As you have compared Gujarati and Bengali ex-pats in your writing, it is necessary to bring forth some hard facts. Gujaratis go across the country primarily for business and travel across the globe for business or job. Whereas Bengalis cannot set up a business within their own state. Syndicate, non-payment, high handedness is constant impediments that vitiate the environment. Scores of industrious Bengalis have gone bankrupt due to these troubles, what has the government done to improve the situation?
Also, the job prospect looks equally dire within the state. As soon as Mamata Banerjee came to power, she stopped SEZ and took a stand against FDI. The land is not being allotted; even the port construction on the Bay of Bengal has been stopped. There are no four-lane state highways; the land is not being allotted for national highways. Jiagunj-Azimgunj bridge construction has not finished in 10 years due to legal problem with only 1 Katha of land!! Metro rail was not allowed to invest 50% (like in other states) nor is the land being allotted, airport expansion was halted. The land was not provided for Kolkata Delhi freight corridor. No significant investments have come in even after 4 industrial summits. Neither industrialization has taken place, nor is there focus on infrastructure development. The last hope people had was government service. Now with the rampant corruption, that has also become a distant not so feasible dream for most. RICE, MICE coaching centres are on the decline as pupils are quickly losing faith in the exam.

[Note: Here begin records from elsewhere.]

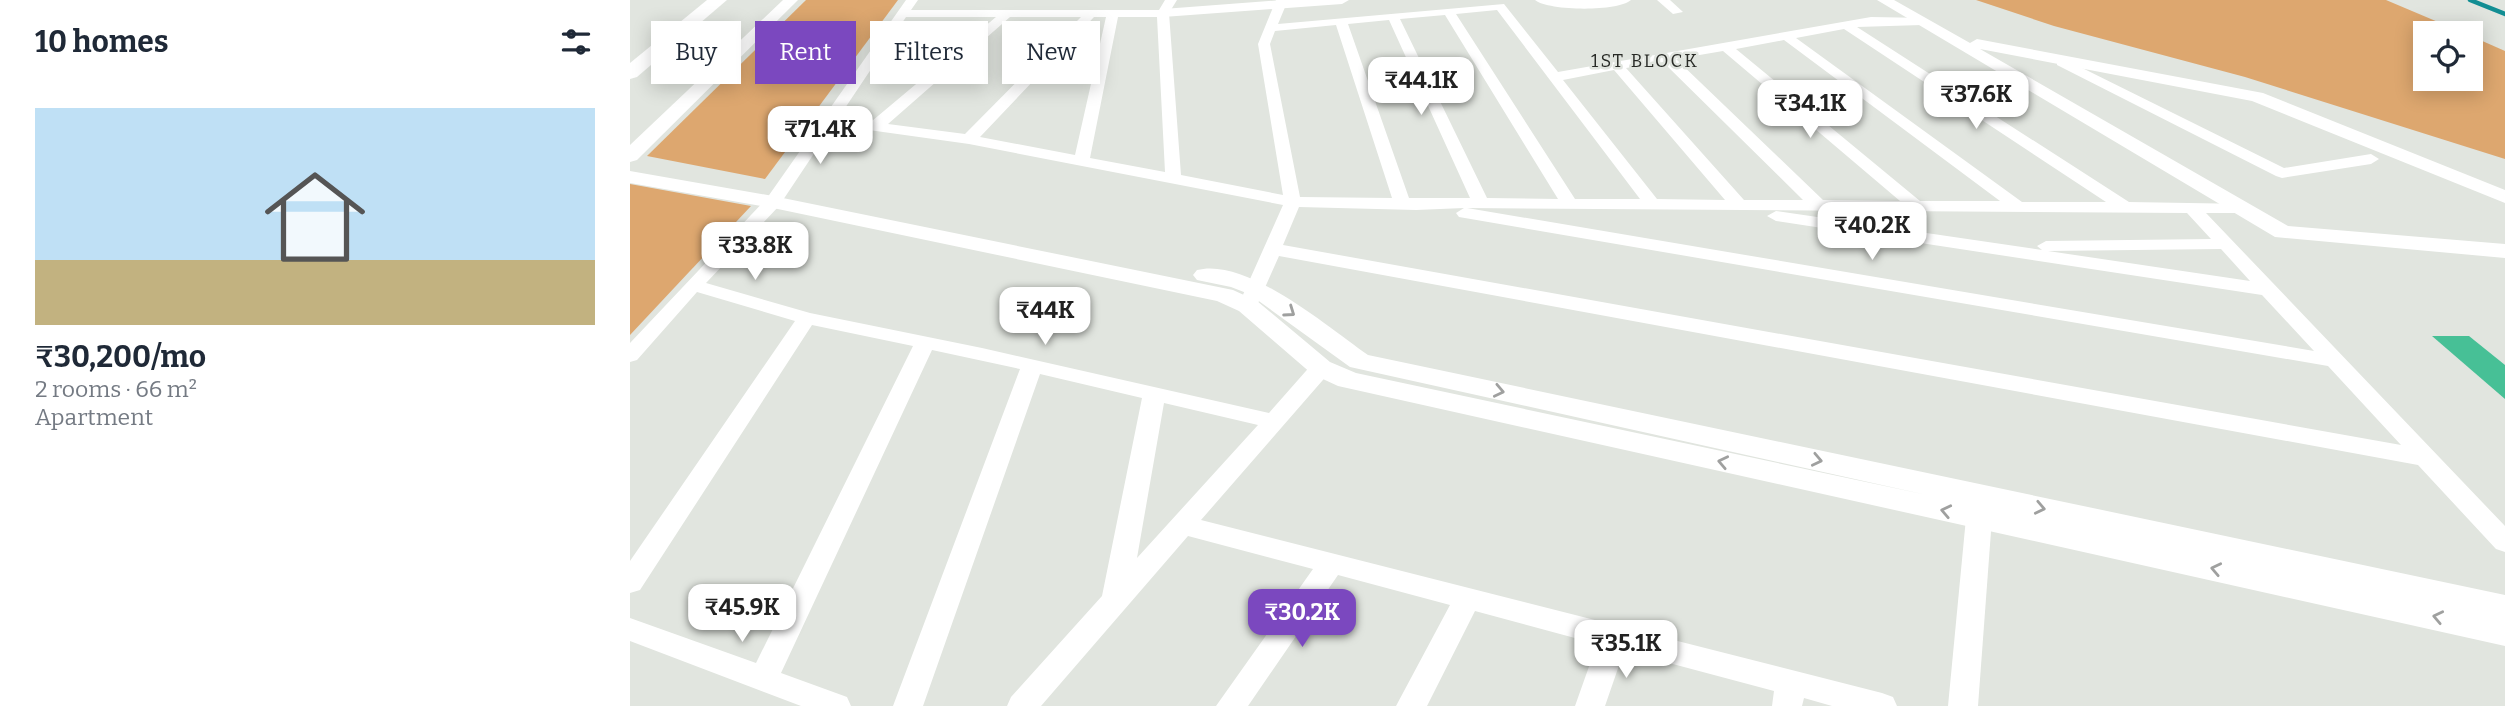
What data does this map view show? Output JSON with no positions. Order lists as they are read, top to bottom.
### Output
{
  "districts": ["1ST BLOCK"],
  "page": {
    "heading": "10 homes",
    "chip": [
      "Buy",
      "Rent",
      "Filters",
      "New"
    ],
    "price": [
      "₹44.1K",
      "₹37.6K",
      "₹34.1K",
      "₹71.4K",
      "₹40.2K",
      "₹33.8K",
      "₹44K",
      "₹45.9K",
      "₹30.2K",
      "₹35.1K"
    ],
    "list": [
      {
        "name": "₹30,200/mo",
        "note": "2 rooms · 66 m² · Apartment"
      }
    ]
  }
}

The first IIT, IIM, IISWBM, ISI in India were set up in West Bengal, not Gujarat. Centre government constructed Teesta, Farakka, DVC in Bengal, whereas Gujarat paid for Sardar Sarovar Dam out of their own pockets. Gujarat did not have centre funding for industrial hubs like Durgapur, Haldia, Kharagpur, Saltlake, Kalyani etc, we did. But today, Gujarat is successful because their successive governments have worked for the state. Whereas Bengal, after suffering three decades of communism was already a sick state, Mamata Banerjee government has fared hardly any better.
We are researchers living abroad and we would love to return to our state and work for her development. But sadly, the present environment in West Bengal promotes sycophancy than talent. The pay scale of doctors in Bengal is equivalent to that of nurses at AIIMS. The humungous failures of the state government are beyond comprehension.
It is true that the total number of COVID cases is higher in Gujarat, but at least they are being transparent with their numbers, unlike Bengal. The present regime in Bengal is trying hard to suppress the numbers thinking of electoral politics rather than the health of the people of Bengal. It is only expected that concerned citizens will ask questions when a state government eyes for electoral politics at the time of a global pandemic.
Lastly, we may be ex-pats, but a lot of us are Indian citizens and we have a democratic right to ask questions to the government of the day. At least we are not demanding an UN-monitored referendum like our CM did in case of an internal matter like CAA.